Introvigne wies aber auch auf die Diskriminierung von Christen in Europa hin: "Es gibt zahlreiche Fälle von kultureller Intoleranz, gesetzlicher Diskriminierung und hassmotivierten Gewalttaten. Sicherlich nicht so zahlreich wie in Asien oder Afrika, dennoch sind sie bedenklich, wie die Schändung der Lazaristenkirche neulich in Wien oder andere österreichischer Kultstätten, oder die Ermordung der Ordensschwester Laura Mainetti in Italien, im Jahr 2000 zeigen."

Anlässlich der von der CSI, der Plattform "Solidarität mit verfolgten Christen" und den katholisch korporierten Verbänden veranstalteten Schweigemärsche legte der Vorsitzende des Mittelschülerkartellverbands (MKV), Helmut Kukacka, am Donnerstag ein 6-Punkte-Programm für Religionsfreiheit und Menschenrechte vor. "Wir sehen es als unseren besonderen Auftrag an, die Tatsache der Verfolgung und Diskriminierung von Christen der Öffentlichkeit bewusst zu machen und nachhaltig dafür einzutreten, dass die Einhaltung der Menschenrechte und die Gewährung der vollen Religionsfreiheit weltweit durchgesetzt wird", so Kukacka.

Die sechs Punkte im Detail: verstärkter Einsatz der EU für verfolgte Christen; Gewährung von voller Religionsfreiheit in islamischen Ländern; Gewinnung der österreichischen Muslime für das Anliegen der Religionsfreiheit auch in islamischen Ländern; Bekenntnis der Bundesregierung für das Religionsfreiheitsengagement; Augenmerk auf Diskriminierung von Christen in der Gesetzgebung von EU-Staaten; schließlich Betonung auch des öffentlichen Praktizierens der Religion.

"Täglich erleben wir, wie extrem dramatisch die Situation im Nahen Osten ist. Die Christen geraten hier zwischen die Fronten. Die Flüchtlingsströme insbesondere aus Syrien und dem Irak sind enorm, rund die Hälfte der Christen hat das Land bereits verlassen müssen. Christen müssen aber künftig auch im Nahen Osten leben können und eine Perspektive haben. Dort hat das Christentum seine Wiege, fanden die ersten Konzilien statt und waren Christen lange vor der Ankunft des Islam im 7. Jahrhundert präsent", betonte Kukacka.
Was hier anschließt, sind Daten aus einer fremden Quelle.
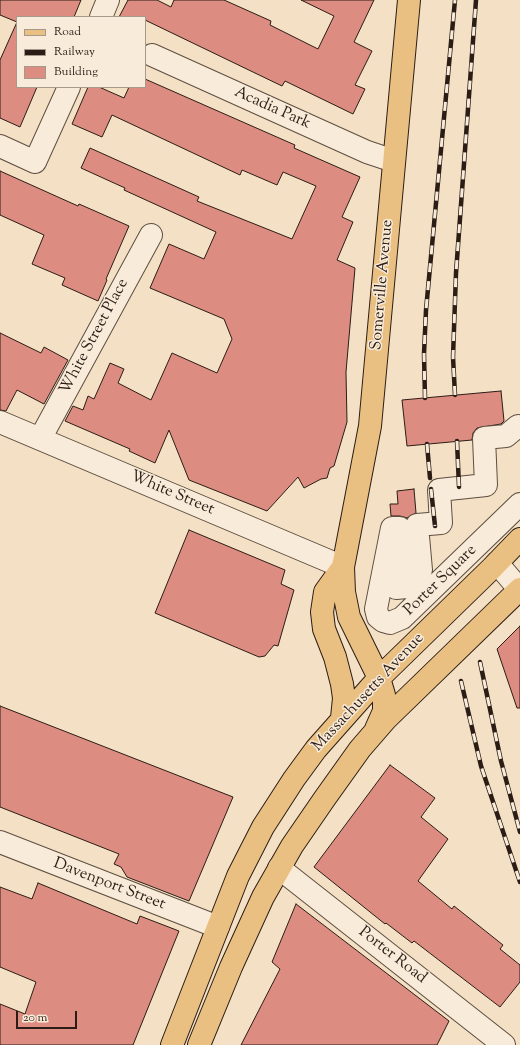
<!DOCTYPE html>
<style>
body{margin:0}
#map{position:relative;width:520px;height:1045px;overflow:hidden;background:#f4e0c4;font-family:"Sorts Mill Goudy",serif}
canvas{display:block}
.legend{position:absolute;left:16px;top:16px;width:130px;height:72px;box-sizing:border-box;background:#f8ebd9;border:1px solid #a6998b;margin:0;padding:5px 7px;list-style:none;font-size:12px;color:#2b1d15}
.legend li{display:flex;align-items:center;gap:8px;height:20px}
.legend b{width:20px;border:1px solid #a6998b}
.scale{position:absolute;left:16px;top:1011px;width:61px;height:18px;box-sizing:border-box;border:2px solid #2b1d15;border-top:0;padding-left:5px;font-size:12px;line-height:14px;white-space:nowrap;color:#2b1d15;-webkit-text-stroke:3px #f8ebd9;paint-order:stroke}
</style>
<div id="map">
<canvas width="520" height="1045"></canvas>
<ul class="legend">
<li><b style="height:5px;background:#eac082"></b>Road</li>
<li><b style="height:5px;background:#2b1d15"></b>Railway</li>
<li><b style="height:11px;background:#dc8c81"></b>Building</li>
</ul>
<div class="scale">20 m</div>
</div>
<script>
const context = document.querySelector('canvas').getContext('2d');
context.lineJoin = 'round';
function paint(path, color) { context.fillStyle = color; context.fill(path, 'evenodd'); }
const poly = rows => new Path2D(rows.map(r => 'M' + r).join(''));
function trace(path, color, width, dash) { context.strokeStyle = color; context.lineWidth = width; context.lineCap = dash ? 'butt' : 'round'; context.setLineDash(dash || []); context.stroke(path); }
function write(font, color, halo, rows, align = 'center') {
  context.font = font + ' "Sorts Mill Goudy",serif'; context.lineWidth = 3; context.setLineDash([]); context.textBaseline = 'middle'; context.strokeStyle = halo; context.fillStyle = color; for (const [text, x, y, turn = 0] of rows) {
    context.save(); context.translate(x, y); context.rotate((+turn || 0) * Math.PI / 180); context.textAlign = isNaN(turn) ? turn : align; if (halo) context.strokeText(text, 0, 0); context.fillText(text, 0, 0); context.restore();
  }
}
const building = poly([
 [0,0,81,0,74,17,17,17,17,87,37,87,20,127,0,118,0,60,17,22,0,15,0,0],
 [128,0,157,0,171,7,174,0,224,0,271,21,270,25,318,49,334,16,301,0,374,0,354,42,372,51,355,85,365,89,353,114,285,81,282,86,145,20,145,17,119,17,128,0],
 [145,79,295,145,294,148,360,177,342,217,353,222,337,260,355,268,346,372,347,422,334,466,330,468,327,478,321,479,304,488,298,477,267,511,189,480,169,430,155,463,129,451,130,449,65,421,73,406,83,410,88,396,94,399,110,363,124,369,118,383,151,400,172,353,217,373,232,339,224,319,150,288,169,244,204,259,216,232,124,190,125,188,81,168,90,148,199,197,197,201,292,239,316,186,283,172,277,185,242,170,240,175,112,115,102,137,72,124,88,87,99,87,124,98,129,87,145,87,145,79],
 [0,171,78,206,79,204,129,226,106,279,107,280,98,301,62,285,65,278,32,264,44,235,0,215,0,171],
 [0,333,41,353,44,347,68,360,44,404,17,390,6,411,0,410,0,333],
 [501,391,504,421,501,424,477,428,473,433,472,440,407,446,402,400,501,391],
 [414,489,416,513,407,518,400,516,391,516,390,504,398,504,397,491,414,489],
 [189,530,285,570,281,584,294,590,278,646,274,645,265,656,259,657,155,613,189,530],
 [520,626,520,708,517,708,497,649,520,626],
 [0,706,233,797,189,901,127,877,121,867,114,864,119,854,0,807,0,706],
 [390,765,435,798,421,817,448,839,418,881,452,909,454,906,503,945,500,949,520,965,520,982,500,1007,414,941,412,943,386,923,385,924,314,867,390,765],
 [38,883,137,924,140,916,179,931,133,1045,0,1045,0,1004,25,1014,36,982,0,967,0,887,32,899,38,883],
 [296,904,449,1021,437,1045,241,1045,280,969,272,962,296,904]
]);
paint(building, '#dc8c81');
trace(building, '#2b1d15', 1);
const street = poly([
 [101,17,108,0],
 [152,55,367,152,394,161],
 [0,146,35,162,69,87],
 [0,422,343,567],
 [520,428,518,426,506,436,484,438,486,485,439,490,441,523,417,525,421,570,407,587,396,588,394,563,403,562,400,528,392,528,376,609,378,617,383,621,390,623,402,618,520,504],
 [40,439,151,235],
 [497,563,520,590],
 [0,842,218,927],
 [279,868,504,1045]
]);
const primary = poly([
 [342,718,344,698,342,684,335,657,324,629,322,612,325,592,343,567],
 [376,729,384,711,384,695,379,678,349,617,344,592,343,567,370,426,409,0],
 [172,1045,238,876,263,827,294,779,316,749,379,678,492,568,520,539],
 [199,1045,231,967,263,897,292,846,325,798,360,749,386,719,520,589]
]);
trace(street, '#5d4e41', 24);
trace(primary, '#2b1d15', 24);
trace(street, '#f8ebd9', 22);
trace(primary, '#eac082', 22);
const rail = poly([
 [455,395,453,357,456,273,476,0],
 [425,398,424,354,426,310,455,0],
 [457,441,459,487],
 [427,444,430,478],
 [431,489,435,526],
 [480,662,501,761,520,832],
 [461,681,481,766,520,882]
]);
trace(rail, '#2b1d15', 4.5);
trace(rail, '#f8ebd9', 3, [9]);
write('16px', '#2b1d15', '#f8ebd9', [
 ["Acadia Park",272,109,24],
 ["Somerville Avenue",383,285,-85],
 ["White Street Place",95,337,-62],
 ["White Street",172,494,23],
 ["Porter Square",441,581,-44],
 ["Massachusetts Avenue",369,693,-47],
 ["Davenport Street",109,885,21],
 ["Porter Road",392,956,38]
]);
</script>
Sie müssten deshalb von Europa geschützt und unterstützt werden, und es müssten im Rahmen der politischen Friedensbemühungen alle rechtlichen Voraussetzungen geschaffen werden, dass diese auch in Zukunft in ihren angestammten Regionen leben könnten. Die internationale Politik habe den Einsatz für Religionsfreiheit lange Zeit vernachlässigt, zu Unrecht, gehe es hier doch um einen zentralen Bereich der Menschenrechte. "Die Garantie, seinen Glauben ungestört leben zu können, ist eine Grundvoraussetzung für ein Leben in Freiheit", so Kukacka.